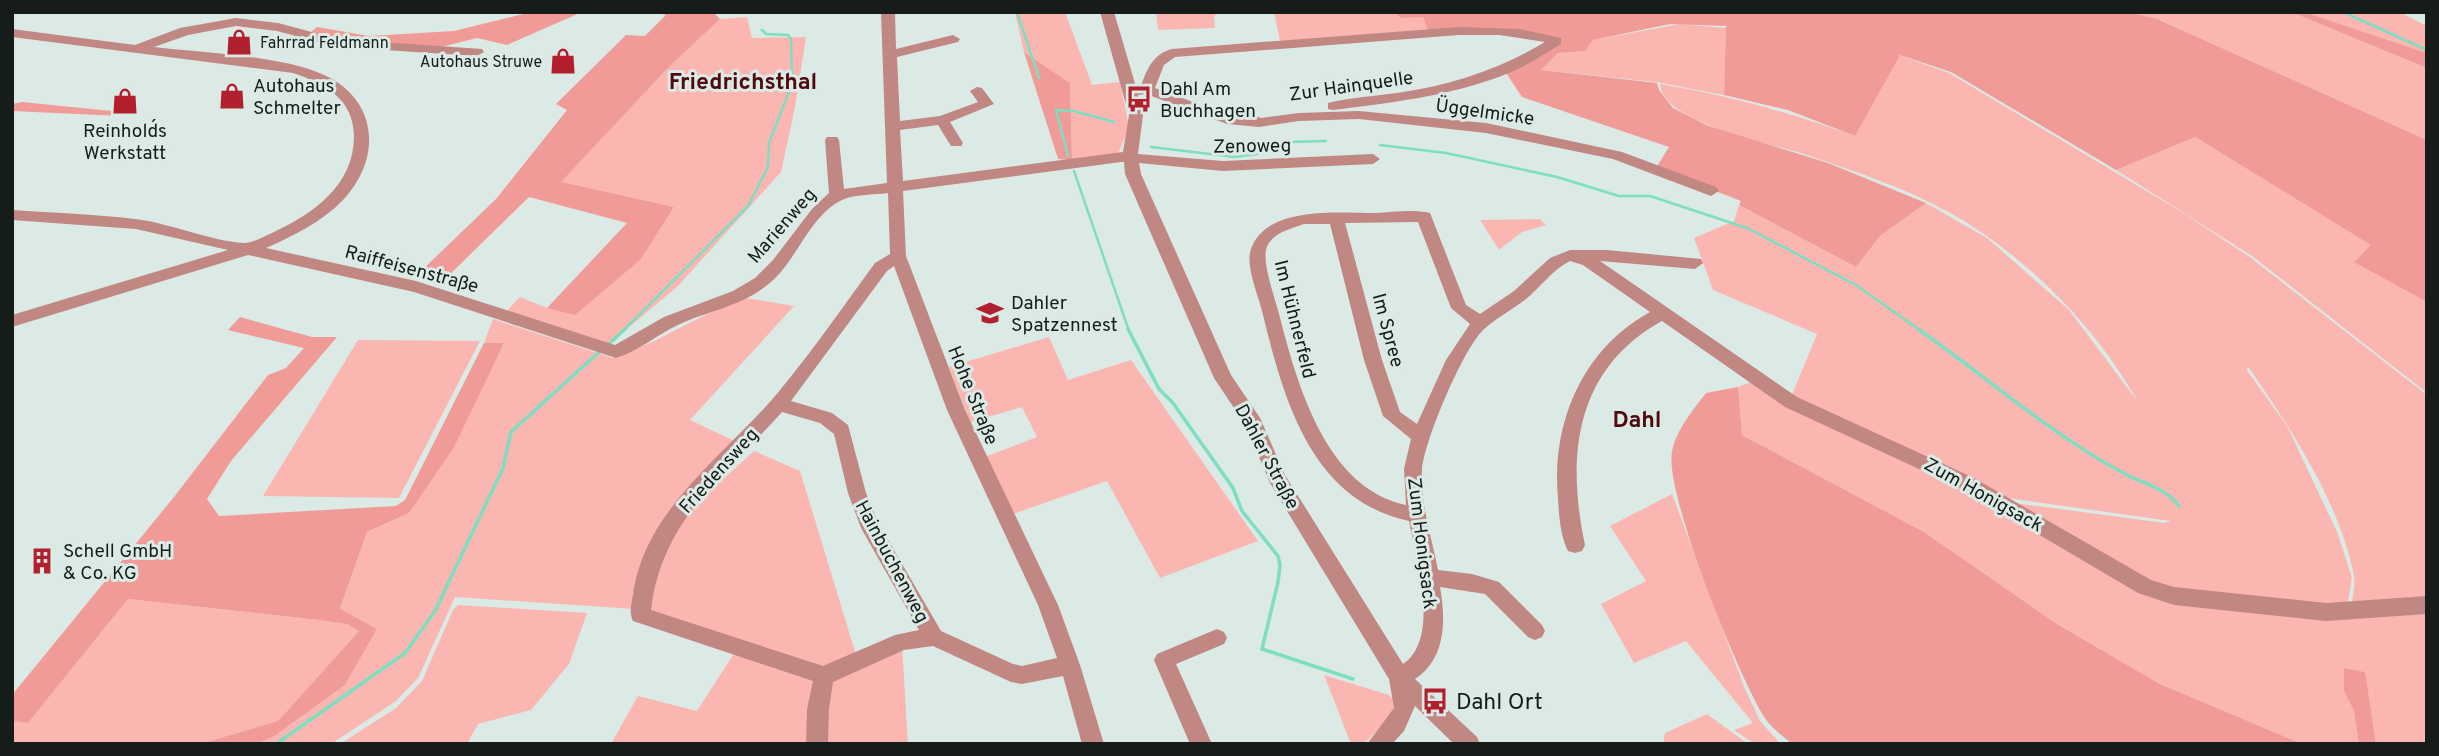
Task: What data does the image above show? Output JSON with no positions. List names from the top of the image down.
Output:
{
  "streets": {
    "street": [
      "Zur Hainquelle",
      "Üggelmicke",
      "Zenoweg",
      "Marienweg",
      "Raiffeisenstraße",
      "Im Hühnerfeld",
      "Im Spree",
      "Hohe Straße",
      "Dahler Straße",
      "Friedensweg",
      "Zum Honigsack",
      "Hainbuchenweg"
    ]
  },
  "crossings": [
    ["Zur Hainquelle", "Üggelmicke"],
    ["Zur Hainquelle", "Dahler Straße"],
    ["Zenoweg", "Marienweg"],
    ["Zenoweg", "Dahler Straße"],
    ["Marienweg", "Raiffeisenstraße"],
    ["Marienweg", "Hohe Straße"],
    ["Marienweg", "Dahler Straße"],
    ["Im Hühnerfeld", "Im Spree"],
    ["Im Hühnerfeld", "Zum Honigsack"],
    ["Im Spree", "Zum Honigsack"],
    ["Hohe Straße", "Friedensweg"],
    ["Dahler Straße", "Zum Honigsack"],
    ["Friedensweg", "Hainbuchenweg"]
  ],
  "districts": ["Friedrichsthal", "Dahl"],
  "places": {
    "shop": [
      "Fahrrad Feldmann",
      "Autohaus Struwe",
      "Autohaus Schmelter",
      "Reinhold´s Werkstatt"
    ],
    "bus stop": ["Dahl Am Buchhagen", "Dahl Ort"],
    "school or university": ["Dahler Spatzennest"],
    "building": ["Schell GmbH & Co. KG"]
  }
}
# # # #
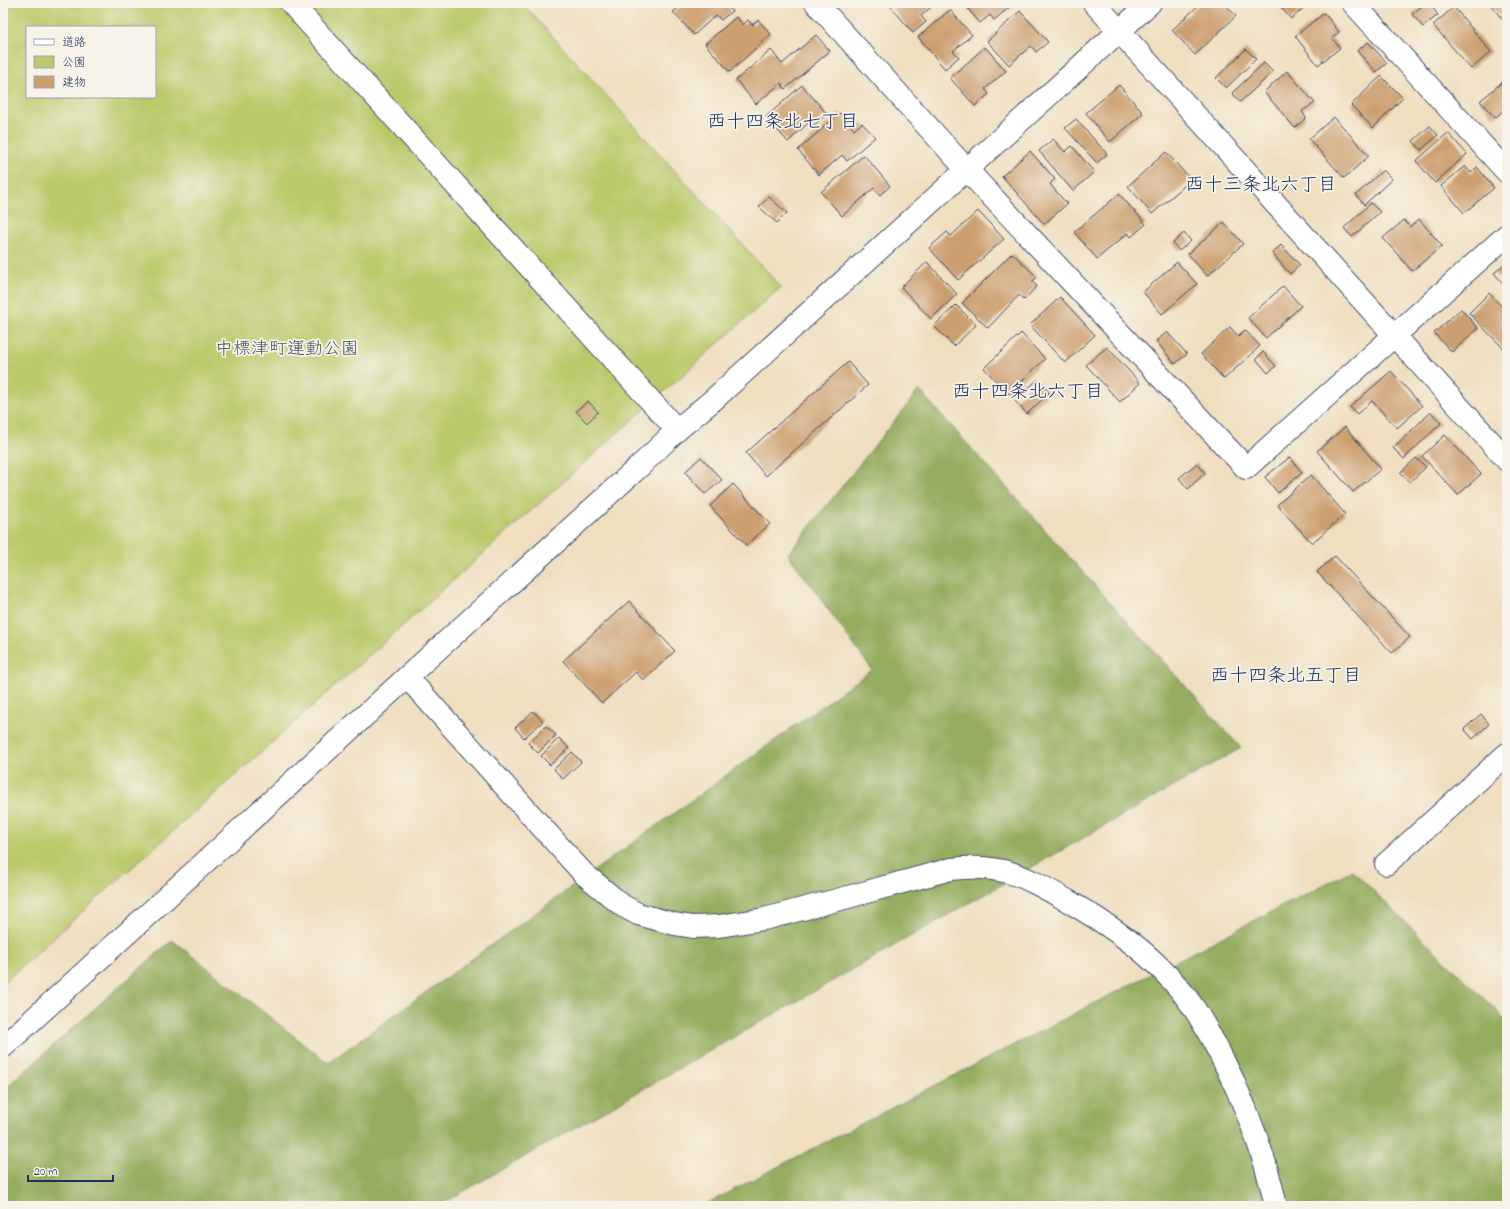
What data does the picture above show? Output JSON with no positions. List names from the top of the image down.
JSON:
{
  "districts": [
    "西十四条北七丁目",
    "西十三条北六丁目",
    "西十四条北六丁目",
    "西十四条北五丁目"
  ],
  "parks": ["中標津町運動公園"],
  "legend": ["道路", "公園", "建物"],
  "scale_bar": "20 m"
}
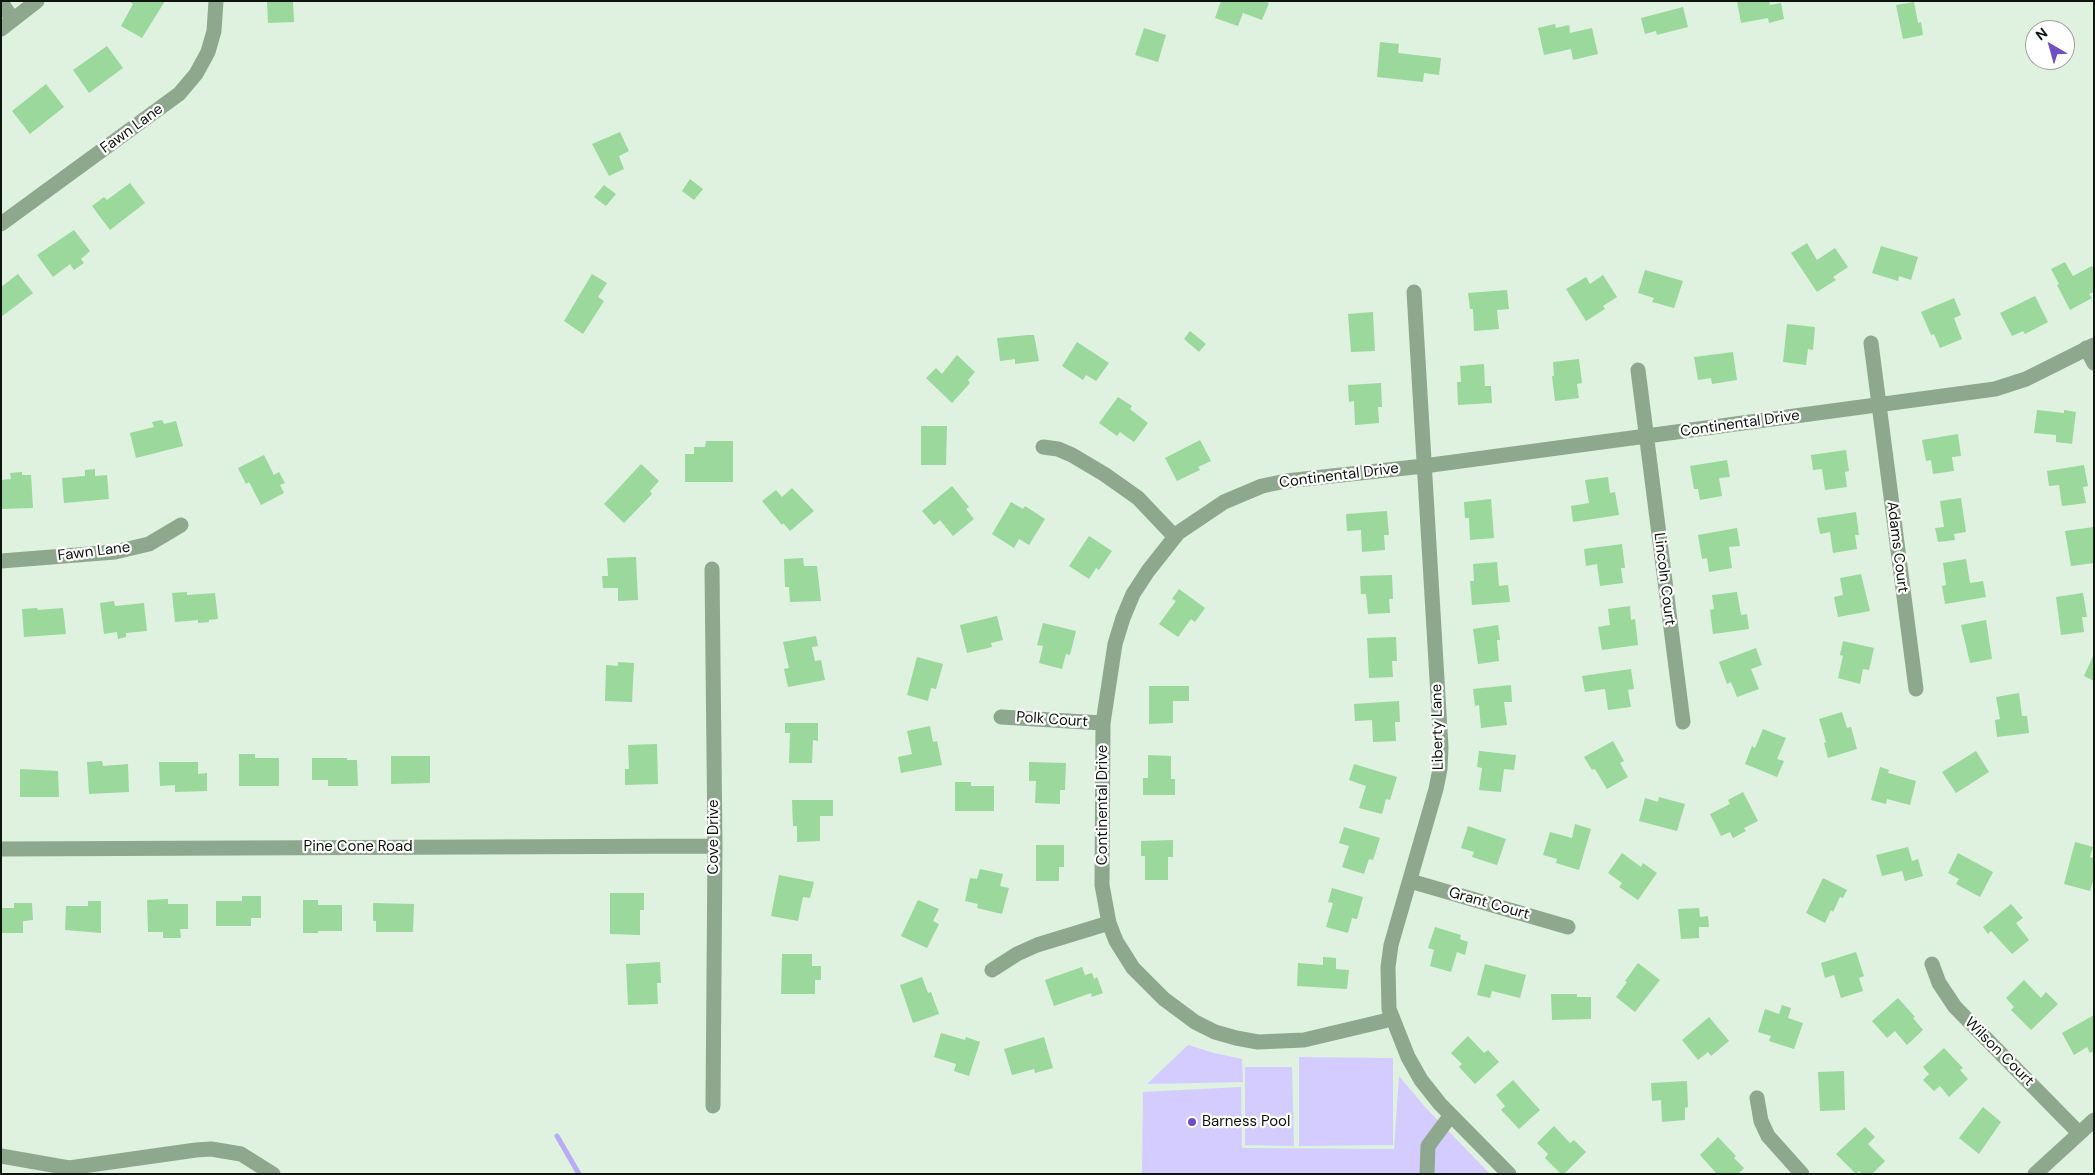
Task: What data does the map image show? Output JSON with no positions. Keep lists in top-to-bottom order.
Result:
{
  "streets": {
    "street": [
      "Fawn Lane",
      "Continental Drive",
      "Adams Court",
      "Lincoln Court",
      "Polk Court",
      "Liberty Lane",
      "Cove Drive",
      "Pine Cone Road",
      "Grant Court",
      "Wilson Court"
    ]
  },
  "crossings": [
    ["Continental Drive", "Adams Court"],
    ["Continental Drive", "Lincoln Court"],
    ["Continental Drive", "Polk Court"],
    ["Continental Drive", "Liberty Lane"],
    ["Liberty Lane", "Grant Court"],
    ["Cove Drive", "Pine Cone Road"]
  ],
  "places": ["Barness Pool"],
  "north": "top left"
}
# # # #
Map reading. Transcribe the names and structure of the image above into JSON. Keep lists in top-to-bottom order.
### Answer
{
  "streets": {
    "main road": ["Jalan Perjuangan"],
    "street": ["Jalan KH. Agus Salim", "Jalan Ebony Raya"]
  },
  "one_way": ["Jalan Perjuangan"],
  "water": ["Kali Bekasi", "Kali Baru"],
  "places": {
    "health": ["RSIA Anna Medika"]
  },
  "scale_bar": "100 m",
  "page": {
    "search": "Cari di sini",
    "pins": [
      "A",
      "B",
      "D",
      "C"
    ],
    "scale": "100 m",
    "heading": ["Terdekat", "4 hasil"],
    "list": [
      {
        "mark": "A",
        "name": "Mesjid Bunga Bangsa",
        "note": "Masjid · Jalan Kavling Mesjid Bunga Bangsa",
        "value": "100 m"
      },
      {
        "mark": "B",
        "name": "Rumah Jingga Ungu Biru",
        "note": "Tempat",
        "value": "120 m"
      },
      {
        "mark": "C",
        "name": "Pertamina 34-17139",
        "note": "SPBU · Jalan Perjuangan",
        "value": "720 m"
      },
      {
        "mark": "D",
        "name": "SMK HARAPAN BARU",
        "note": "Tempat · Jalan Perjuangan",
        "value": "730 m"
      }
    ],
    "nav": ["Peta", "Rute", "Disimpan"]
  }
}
# # # #
### Exercise details
Using the listing above, work out how many lines contain the string "from" and return only that number.

### Exercise answer
2